What Makes Korean BBQ Different?

Korean BBQ — known as gogi-gui (고기구이), literally "meat roasting" — is distinguished by one defining feature: you cook the meat yourself at a grill built into your table. This transforms dining into an interactive, social event. Add the parade of small side dishes (banchan) and an array of dipping sauces, and you have a meal that's as much about experience as flavor.

The Essential Cuts to Know

Samgyeopsal (삼겹살) — Pork Belly

The most popular choice for casual Korean BBQ. Thick slices of uncured pork belly are grilled until crispy on the outside, then typically wrapped in a lettuce or perilla leaf with garlic, green onion, and ssamjang (fermented paste). Simple, rich, and deeply satisfying.

Bulgogi (불고기) — Marinated Beef

Thinly sliced beef marinated in a blend of soy sauce, sesame oil, pear or apple (for tenderizing), garlic, and sugar. Bulgogi cooks quickly and is often sweeter in profile than other cuts — a great starting point for newcomers.

Galbi (갈비) — Short Ribs

Flanken-cut beef short ribs marinated in a similar sweet-savory sauce. The meat caramelizes beautifully on the grill and pulls easily from the bone.

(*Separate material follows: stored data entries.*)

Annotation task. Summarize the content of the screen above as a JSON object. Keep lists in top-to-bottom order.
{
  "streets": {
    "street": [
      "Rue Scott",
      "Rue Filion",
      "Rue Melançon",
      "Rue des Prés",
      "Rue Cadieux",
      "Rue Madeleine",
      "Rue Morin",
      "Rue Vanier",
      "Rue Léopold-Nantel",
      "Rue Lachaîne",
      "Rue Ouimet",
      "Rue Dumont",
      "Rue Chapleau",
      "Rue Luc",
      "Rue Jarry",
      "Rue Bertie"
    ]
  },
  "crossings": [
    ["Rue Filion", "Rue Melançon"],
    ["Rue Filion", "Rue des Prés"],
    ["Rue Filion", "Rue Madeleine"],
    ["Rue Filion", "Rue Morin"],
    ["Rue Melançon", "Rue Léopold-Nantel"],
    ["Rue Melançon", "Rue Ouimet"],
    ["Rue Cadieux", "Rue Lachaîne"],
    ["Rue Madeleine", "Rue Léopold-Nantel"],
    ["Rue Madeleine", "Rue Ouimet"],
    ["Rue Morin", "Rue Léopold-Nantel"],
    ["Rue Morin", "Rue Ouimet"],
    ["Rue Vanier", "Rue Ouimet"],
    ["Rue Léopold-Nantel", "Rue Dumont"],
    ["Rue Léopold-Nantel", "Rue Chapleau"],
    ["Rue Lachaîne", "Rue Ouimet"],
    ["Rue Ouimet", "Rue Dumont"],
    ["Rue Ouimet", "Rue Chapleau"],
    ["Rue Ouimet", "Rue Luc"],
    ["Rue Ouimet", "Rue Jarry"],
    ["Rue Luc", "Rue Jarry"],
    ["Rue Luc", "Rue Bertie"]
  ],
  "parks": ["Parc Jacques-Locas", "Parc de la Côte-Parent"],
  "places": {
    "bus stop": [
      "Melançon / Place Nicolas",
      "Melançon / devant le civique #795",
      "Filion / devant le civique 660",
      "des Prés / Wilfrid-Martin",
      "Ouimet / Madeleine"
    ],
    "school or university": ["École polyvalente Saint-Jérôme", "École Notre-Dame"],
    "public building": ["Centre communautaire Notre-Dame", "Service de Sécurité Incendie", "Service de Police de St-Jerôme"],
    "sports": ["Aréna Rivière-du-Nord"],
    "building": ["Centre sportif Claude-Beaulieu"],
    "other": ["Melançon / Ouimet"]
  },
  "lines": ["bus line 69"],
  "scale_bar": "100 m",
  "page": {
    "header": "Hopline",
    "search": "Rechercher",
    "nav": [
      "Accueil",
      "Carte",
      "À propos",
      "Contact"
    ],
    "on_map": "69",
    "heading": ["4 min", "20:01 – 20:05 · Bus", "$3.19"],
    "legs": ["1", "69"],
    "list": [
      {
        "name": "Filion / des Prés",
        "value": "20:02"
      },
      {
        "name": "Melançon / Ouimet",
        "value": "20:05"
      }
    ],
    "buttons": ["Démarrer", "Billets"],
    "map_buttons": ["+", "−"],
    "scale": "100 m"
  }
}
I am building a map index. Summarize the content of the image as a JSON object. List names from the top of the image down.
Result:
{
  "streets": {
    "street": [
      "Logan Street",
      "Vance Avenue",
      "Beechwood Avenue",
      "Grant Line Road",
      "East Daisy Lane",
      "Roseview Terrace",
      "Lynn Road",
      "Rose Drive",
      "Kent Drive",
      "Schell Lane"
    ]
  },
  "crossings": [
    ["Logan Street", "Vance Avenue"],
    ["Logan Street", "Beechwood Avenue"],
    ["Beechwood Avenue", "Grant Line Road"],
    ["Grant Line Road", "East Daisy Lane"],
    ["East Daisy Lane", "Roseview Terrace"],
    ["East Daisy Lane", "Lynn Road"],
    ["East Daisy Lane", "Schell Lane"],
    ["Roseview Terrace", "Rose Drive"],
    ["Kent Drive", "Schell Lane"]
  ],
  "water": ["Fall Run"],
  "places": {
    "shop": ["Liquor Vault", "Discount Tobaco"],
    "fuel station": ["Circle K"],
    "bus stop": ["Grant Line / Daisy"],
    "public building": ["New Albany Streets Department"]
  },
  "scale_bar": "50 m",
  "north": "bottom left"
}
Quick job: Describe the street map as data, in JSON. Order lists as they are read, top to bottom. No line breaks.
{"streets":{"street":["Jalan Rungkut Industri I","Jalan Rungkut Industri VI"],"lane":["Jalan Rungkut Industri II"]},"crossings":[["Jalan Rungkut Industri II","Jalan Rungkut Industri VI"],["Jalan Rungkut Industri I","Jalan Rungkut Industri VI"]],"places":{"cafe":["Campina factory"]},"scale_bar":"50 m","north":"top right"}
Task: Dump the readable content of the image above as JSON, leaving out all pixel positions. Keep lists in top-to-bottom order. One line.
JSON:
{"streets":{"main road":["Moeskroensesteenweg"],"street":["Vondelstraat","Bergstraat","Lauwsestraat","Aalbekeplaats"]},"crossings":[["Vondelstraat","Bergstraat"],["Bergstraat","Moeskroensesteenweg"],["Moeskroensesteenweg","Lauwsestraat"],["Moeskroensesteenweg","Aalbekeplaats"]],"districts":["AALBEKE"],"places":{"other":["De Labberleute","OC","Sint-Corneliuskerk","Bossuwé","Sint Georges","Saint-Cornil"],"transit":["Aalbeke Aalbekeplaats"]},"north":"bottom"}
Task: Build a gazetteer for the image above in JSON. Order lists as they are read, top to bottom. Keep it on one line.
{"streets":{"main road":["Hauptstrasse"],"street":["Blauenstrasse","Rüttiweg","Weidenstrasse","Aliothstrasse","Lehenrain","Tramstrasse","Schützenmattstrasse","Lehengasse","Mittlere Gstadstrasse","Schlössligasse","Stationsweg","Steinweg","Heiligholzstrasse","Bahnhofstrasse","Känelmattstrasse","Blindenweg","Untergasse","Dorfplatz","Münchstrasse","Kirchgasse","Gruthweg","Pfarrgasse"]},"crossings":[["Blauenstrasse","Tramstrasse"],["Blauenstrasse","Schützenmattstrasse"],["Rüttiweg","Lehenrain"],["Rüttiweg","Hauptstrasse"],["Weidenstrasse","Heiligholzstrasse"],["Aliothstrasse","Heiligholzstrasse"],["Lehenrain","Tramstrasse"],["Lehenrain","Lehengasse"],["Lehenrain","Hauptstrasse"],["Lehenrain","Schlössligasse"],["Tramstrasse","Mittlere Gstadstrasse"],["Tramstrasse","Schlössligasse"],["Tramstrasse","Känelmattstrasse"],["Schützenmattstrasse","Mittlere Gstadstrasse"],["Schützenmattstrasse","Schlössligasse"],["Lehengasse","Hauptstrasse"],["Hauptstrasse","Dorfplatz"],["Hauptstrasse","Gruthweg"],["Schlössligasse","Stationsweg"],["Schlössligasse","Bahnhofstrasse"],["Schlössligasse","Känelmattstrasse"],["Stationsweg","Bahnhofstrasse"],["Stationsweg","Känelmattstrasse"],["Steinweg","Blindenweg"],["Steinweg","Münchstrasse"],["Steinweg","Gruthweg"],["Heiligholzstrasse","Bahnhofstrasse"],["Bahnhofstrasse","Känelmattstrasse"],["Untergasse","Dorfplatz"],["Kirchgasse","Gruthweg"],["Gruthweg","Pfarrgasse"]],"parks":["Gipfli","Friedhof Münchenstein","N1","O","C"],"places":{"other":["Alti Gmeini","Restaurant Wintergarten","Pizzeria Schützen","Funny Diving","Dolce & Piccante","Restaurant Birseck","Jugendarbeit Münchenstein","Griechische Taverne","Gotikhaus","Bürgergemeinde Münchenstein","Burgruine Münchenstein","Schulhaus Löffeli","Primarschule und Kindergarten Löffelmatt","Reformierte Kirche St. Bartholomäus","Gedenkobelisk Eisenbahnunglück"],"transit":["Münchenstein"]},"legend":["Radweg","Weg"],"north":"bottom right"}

Chadolbaegi — Beef Brisket

Paper-thin, unmarinated slices of brisket that cook in seconds on the grill. Dipped in sesame oil and salt, then wrapped in a lettuce leaf — this is for those who want pure, clean beef flavor.

Understanding Banchan (Side Dishes)

No Korean BBQ table is complete without banchan — small communal dishes served alongside the main grill. Common staples include:

  • Kimchi: Fermented napa cabbage — the cornerstone of Korean cuisine
  • Kongnamul: Seasoned soybean sprouts
  • Japchae: Sweet potato glass noodles stir-fried with vegetables
  • Pajeon: Savory scallion pancake
  • Doenjang jjigae: Fermented soybean paste stew, served bubbling hot

Banchan are refillable — don't hesitate to ask for more of what you love.

The Wrapping Ritual: Making a Ssam

One of the most enjoyable parts of Korean BBQ is building your own ssam (wrap). Here's the basic formula:

  1. Hold a lettuce or perilla leaf in your palm
  2. Add a piece of freshly grilled meat
  3. Dab on a small amount of ssamjang or doenjang
  4. Add a sliver of raw garlic and a pinch of green onion salad
  5. Fold and eat in one bite — the full experience in one mouthful

Drinks to Pair With Korean BBQ

  • Soju: Korea's iconic distilled spirit — clean, slightly sweet, and dangerously easy to drink
  • Makgeolli: Milky, slightly fizzy rice wine with a gentle sweetness
  • Korean beer (Maekju): Light lagers like Hite or Cass pair well with rich, fatty cuts
  • Somaek: A popular mix of soju and beer — like a Korean boilermaker

BBQ Etiquette Tips

  • The eldest at the table typically starts eating first
  • Pour drinks for others, not yourself — it's considered rude to pour your own
  • Use scissors (provided) to cut larger pieces of meat rather than tearing with chopsticks
  • Don't stick chopsticks upright in a rice bowl — this resembles funeral rites

Korean BBQ is one of the world's great communal dining experiences. Once you understand the rhythm of it — grill, wrap, dip, share — it becomes second nature, and endlessly enjoyable.